**EXERCISE:** All records below are to be transcribed exactly, with every picture left out.

=== EXTRACTED INFORMATION ===

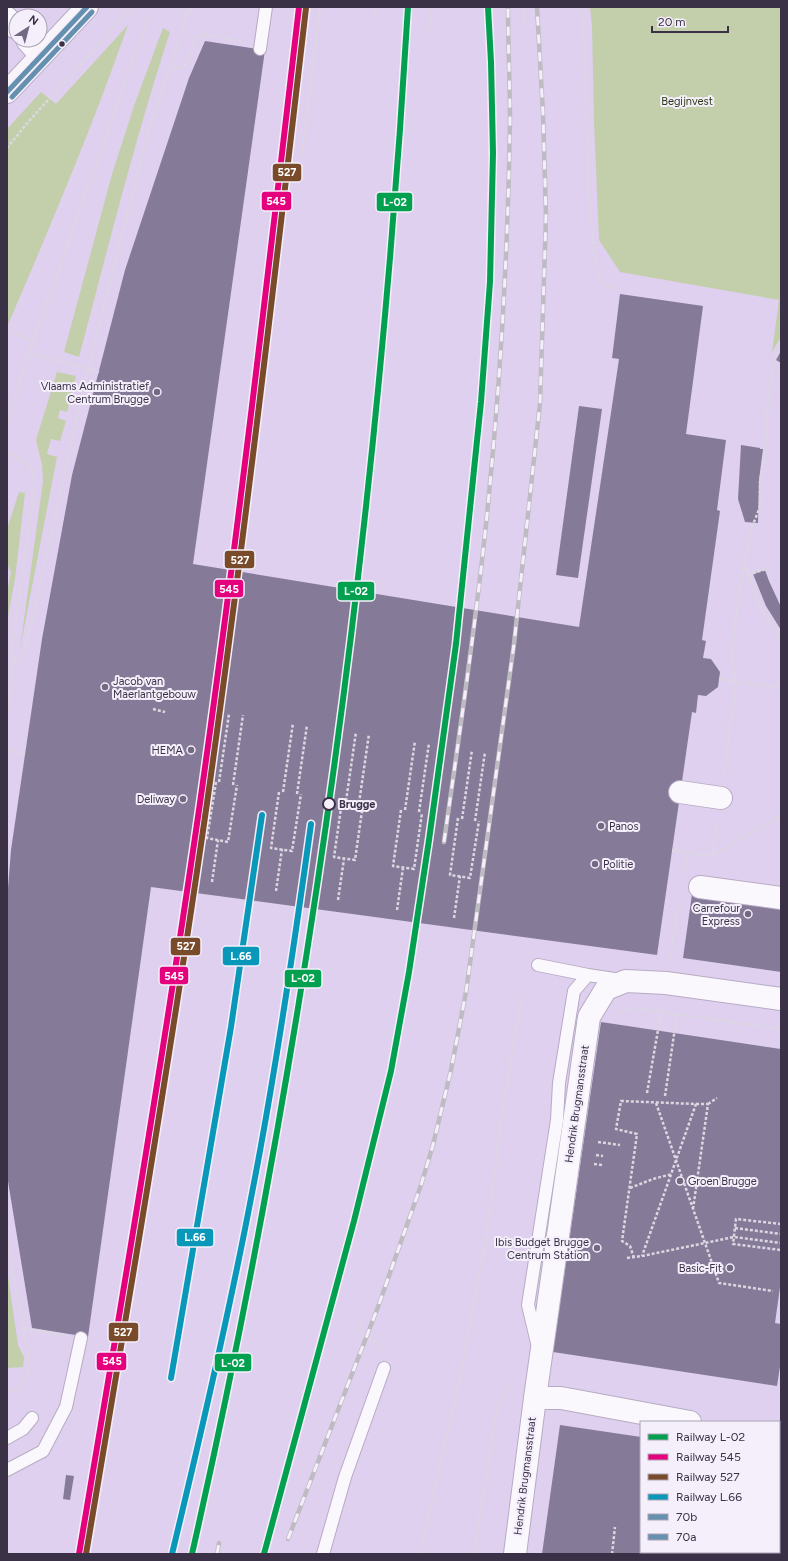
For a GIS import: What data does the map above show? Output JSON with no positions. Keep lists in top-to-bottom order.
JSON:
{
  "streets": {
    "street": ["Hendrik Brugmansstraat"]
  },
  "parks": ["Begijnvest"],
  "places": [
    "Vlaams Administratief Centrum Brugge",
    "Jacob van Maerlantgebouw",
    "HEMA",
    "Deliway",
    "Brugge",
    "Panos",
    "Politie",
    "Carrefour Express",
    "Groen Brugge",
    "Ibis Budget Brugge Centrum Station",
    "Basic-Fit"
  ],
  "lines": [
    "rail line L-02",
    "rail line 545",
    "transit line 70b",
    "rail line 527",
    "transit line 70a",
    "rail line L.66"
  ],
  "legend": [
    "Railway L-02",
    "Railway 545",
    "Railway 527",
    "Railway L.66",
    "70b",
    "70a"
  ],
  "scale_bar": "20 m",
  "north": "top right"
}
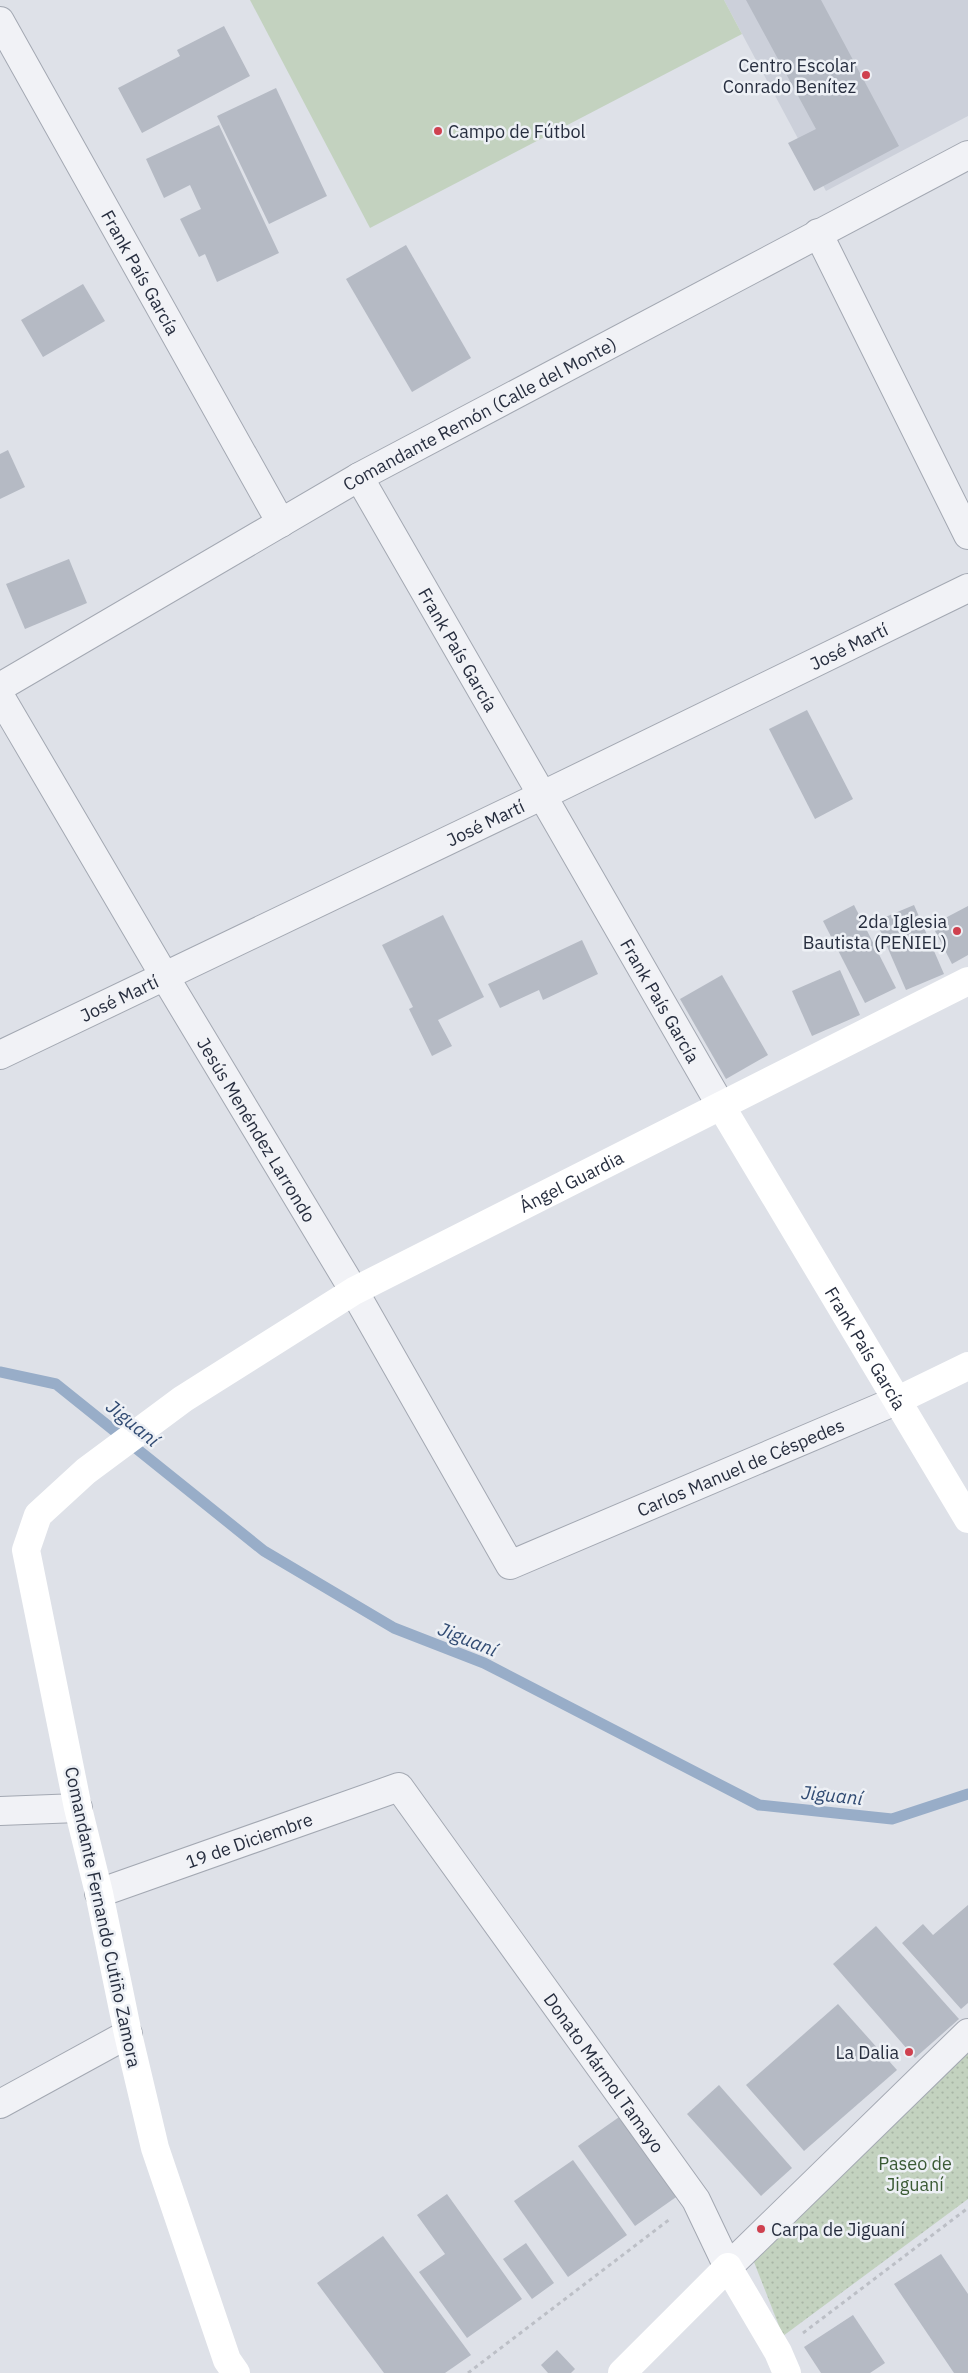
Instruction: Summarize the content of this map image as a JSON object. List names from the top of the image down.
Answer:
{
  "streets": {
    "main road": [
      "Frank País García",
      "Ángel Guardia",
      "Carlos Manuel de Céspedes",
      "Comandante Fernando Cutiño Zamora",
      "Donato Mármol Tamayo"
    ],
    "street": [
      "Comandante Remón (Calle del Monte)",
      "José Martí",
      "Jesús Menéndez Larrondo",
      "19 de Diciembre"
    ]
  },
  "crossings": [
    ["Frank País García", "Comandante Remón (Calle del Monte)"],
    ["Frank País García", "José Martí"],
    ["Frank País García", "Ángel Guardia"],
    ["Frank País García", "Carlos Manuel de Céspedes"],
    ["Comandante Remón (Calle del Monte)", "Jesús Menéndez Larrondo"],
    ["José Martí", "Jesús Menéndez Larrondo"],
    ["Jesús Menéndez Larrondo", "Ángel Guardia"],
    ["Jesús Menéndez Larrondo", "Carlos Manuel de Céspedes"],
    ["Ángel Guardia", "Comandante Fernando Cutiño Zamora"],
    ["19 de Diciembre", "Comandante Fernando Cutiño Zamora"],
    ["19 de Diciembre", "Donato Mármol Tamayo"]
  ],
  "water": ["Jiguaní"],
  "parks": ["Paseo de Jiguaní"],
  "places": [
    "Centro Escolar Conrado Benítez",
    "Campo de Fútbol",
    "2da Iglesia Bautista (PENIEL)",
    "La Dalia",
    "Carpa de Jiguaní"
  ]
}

===

**YOUR RESPONSE:**
For a GIS import: What data does the map above show? Output JSON with no positions. Keep lists in top-to-bottom order.
JSON:
{
  "streets": {
    "street": ["Hendrik Brugmansstraat"]
  },
  "parks": ["Begijnvest"],
  "places": [
    "Vlaams Administratief Centrum Brugge",
    "Jacob van Maerlantgebouw",
    "HEMA",
    "Deliway",
    "Brugge",
    "Panos",
    "Politie",
    "Carrefour Express",
    "Groen Brugge",
    "Ibis Budget Brugge Centrum Station",
    "Basic-Fit"
  ],
  "lines": [
    "rail line L-02",
    "rail line 545",
    "transit line 70b",
    "rail line 527",
    "transit line 70a",
    "rail line L.66"
  ],
  "legend": [
    "Railway L-02",
    "Railway 545",
    "Railway 527",
    "Railway L.66",
    "70b",
    "70a"
  ],
  "scale_bar": "20 m",
  "north": "top right"
}
Instruction: Summarize the content of this map image as a JSON object. List names from the top of the image down.
Answer:
{
  "streets": {
    "main road": [
      "Frank País García",
      "Ángel Guardia",
      "Carlos Manuel de Céspedes",
      "Comandante Fernando Cutiño Zamora",
      "Donato Mármol Tamayo"
    ],
    "street": [
      "Comandante Remón (Calle del Monte)",
      "José Martí",
      "Jesús Menéndez Larrondo",
      "19 de Diciembre"
    ]
  },
  "crossings": [
    ["Frank País García", "Comandante Remón (Calle del Monte)"],
    ["Frank País García", "José Martí"],
    ["Frank País García", "Ángel Guardia"],
    ["Frank País García", "Carlos Manuel de Céspedes"],
    ["Comandante Remón (Calle del Monte)", "Jesús Menéndez Larrondo"],
    ["José Martí", "Jesús Menéndez Larrondo"],
    ["Jesús Menéndez Larrondo", "Ángel Guardia"],
    ["Jesús Menéndez Larrondo", "Carlos Manuel de Céspedes"],
    ["Ángel Guardia", "Comandante Fernando Cutiño Zamora"],
    ["19 de Diciembre", "Comandante Fernando Cutiño Zamora"],
    ["19 de Diciembre", "Donato Mármol Tamayo"]
  ],
  "water": ["Jiguaní"],
  "parks": ["Paseo de Jiguaní"],
  "places": [
    "Centro Escolar Conrado Benítez",
    "Campo de Fútbol",
    "2da Iglesia Bautista (PENIEL)",
    "La Dalia",
    "Carpa de Jiguaní"
  ]
}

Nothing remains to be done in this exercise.